*** Material supplied

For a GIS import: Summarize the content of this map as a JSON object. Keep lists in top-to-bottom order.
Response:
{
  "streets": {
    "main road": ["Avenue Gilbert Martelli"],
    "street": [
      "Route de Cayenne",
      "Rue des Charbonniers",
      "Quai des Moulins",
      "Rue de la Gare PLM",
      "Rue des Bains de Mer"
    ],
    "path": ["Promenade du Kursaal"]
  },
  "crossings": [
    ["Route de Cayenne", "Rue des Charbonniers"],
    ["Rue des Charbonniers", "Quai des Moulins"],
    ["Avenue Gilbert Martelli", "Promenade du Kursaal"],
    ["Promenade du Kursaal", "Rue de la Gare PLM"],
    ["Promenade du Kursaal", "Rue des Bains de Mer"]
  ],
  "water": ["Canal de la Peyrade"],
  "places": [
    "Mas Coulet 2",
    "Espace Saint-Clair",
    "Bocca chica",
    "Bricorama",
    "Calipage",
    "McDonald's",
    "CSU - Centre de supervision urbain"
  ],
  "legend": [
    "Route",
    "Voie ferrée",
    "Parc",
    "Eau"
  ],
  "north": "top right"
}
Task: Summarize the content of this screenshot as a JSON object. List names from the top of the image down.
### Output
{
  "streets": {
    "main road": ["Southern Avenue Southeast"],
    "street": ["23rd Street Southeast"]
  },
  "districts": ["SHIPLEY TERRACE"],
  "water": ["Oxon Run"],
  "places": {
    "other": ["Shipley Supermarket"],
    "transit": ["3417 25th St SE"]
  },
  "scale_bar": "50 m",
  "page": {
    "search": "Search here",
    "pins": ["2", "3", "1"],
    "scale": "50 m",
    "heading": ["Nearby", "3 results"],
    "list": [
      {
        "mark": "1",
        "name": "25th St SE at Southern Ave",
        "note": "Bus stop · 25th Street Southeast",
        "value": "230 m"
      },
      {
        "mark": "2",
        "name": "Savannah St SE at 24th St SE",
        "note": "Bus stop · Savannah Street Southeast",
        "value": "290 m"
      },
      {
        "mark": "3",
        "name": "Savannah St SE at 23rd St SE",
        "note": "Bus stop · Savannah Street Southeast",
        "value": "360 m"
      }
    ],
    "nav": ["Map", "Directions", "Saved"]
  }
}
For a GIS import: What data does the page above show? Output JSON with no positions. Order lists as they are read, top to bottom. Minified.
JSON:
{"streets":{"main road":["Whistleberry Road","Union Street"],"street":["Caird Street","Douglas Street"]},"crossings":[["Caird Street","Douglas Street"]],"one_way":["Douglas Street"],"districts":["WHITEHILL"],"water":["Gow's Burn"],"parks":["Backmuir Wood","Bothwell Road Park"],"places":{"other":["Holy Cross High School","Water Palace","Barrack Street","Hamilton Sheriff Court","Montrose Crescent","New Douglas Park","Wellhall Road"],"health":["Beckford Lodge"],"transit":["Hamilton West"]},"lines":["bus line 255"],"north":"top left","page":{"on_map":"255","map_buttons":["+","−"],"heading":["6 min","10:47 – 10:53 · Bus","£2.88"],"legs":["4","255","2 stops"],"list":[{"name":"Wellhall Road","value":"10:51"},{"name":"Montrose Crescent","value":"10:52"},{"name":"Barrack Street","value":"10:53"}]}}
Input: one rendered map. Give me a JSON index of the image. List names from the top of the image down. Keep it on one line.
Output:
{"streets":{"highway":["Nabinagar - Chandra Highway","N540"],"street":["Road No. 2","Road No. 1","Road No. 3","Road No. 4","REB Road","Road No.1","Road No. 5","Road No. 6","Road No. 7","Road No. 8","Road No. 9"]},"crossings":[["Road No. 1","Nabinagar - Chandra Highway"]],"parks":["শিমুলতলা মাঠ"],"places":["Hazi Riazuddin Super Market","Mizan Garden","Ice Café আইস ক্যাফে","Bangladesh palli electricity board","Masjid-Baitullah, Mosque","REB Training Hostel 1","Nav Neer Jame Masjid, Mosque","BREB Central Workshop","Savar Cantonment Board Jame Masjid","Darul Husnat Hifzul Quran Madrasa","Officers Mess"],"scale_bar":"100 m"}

******

### What you have to do
Repeat the listing exactly, leaving nothing out.

### Answer section
For a GIS import: Summarize the content of this map as a JSON object. Keep lists in top-to-bottom order.
Response:
{
  "streets": {
    "main road": ["Avenue Gilbert Martelli"],
    "street": [
      "Route de Cayenne",
      "Rue des Charbonniers",
      "Quai des Moulins",
      "Rue de la Gare PLM",
      "Rue des Bains de Mer"
    ],
    "path": ["Promenade du Kursaal"]
  },
  "crossings": [
    ["Route de Cayenne", "Rue des Charbonniers"],
    ["Rue des Charbonniers", "Quai des Moulins"],
    ["Avenue Gilbert Martelli", "Promenade du Kursaal"],
    ["Promenade du Kursaal", "Rue de la Gare PLM"],
    ["Promenade du Kursaal", "Rue des Bains de Mer"]
  ],
  "water": ["Canal de la Peyrade"],
  "places": [
    "Mas Coulet 2",
    "Espace Saint-Clair",
    "Bocca chica",
    "Bricorama",
    "Calipage",
    "McDonald's",
    "CSU - Centre de supervision urbain"
  ],
  "legend": [
    "Route",
    "Voie ferrée",
    "Parc",
    "Eau"
  ],
  "north": "top right"
}
Task: Summarize the content of this screenshot as a JSON object. List names from the top of the image down.
### Output
{
  "streets": {
    "main road": ["Southern Avenue Southeast"],
    "street": ["23rd Street Southeast"]
  },
  "districts": ["SHIPLEY TERRACE"],
  "water": ["Oxon Run"],
  "places": {
    "other": ["Shipley Supermarket"],
    "transit": ["3417 25th St SE"]
  },
  "scale_bar": "50 m",
  "page": {
    "search": "Search here",
    "pins": ["2", "3", "1"],
    "scale": "50 m",
    "heading": ["Nearby", "3 results"],
    "list": [
      {
        "mark": "1",
        "name": "25th St SE at Southern Ave",
        "note": "Bus stop · 25th Street Southeast",
        "value": "230 m"
      },
      {
        "mark": "2",
        "name": "Savannah St SE at 24th St SE",
        "note": "Bus stop · Savannah Street Southeast",
        "value": "290 m"
      },
      {
        "mark": "3",
        "name": "Savannah St SE at 23rd St SE",
        "note": "Bus stop · Savannah Street Southeast",
        "value": "360 m"
      }
    ],
    "nav": ["Map", "Directions", "Saved"]
  }
}
For a GIS import: What data does the page above show? Output JSON with no positions. Order lists as they are read, top to bottom. Minified.
JSON:
{"streets":{"main road":["Whistleberry Road","Union Street"],"street":["Caird Street","Douglas Street"]},"crossings":[["Caird Street","Douglas Street"]],"one_way":["Douglas Street"],"districts":["WHITEHILL"],"water":["Gow's Burn"],"parks":["Backmuir Wood","Bothwell Road Park"],"places":{"other":["Holy Cross High School","Water Palace","Barrack Street","Hamilton Sheriff Court","Montrose Crescent","New Douglas Park","Wellhall Road"],"health":["Beckford Lodge"],"transit":["Hamilton West"]},"lines":["bus line 255"],"north":"top left","page":{"on_map":"255","map_buttons":["+","−"],"heading":["6 min","10:47 – 10:53 · Bus","£2.88"],"legs":["4","255","2 stops"],"list":[{"name":"Wellhall Road","value":"10:51"},{"name":"Montrose Crescent","value":"10:52"},{"name":"Barrack Street","value":"10:53"}]}}
Input: one rendered map. Give me a JSON index of the image. List names from the top of the image down. Keep it on one line.
Output:
{"streets":{"highway":["Nabinagar - Chandra Highway","N540"],"street":["Road No. 2","Road No. 1","Road No. 3","Road No. 4","REB Road","Road No.1","Road No. 5","Road No. 6","Road No. 7","Road No. 8","Road No. 9"]},"crossings":[["Road No. 1","Nabinagar - Chandra Highway"]],"parks":["শিমুলতলা মাঠ"],"places":["Hazi Riazuddin Super Market","Mizan Garden","Ice Café আইস ক্যাফে","Bangladesh palli electricity board","Masjid-Baitullah, Mosque","REB Training Hostel 1","Nav Neer Jame Masjid, Mosque","BREB Central Workshop","Savar Cantonment Board Jame Masjid","Darul Husnat Hifzul Quran Madrasa","Officers Mess"],"scale_bar":"100 m"}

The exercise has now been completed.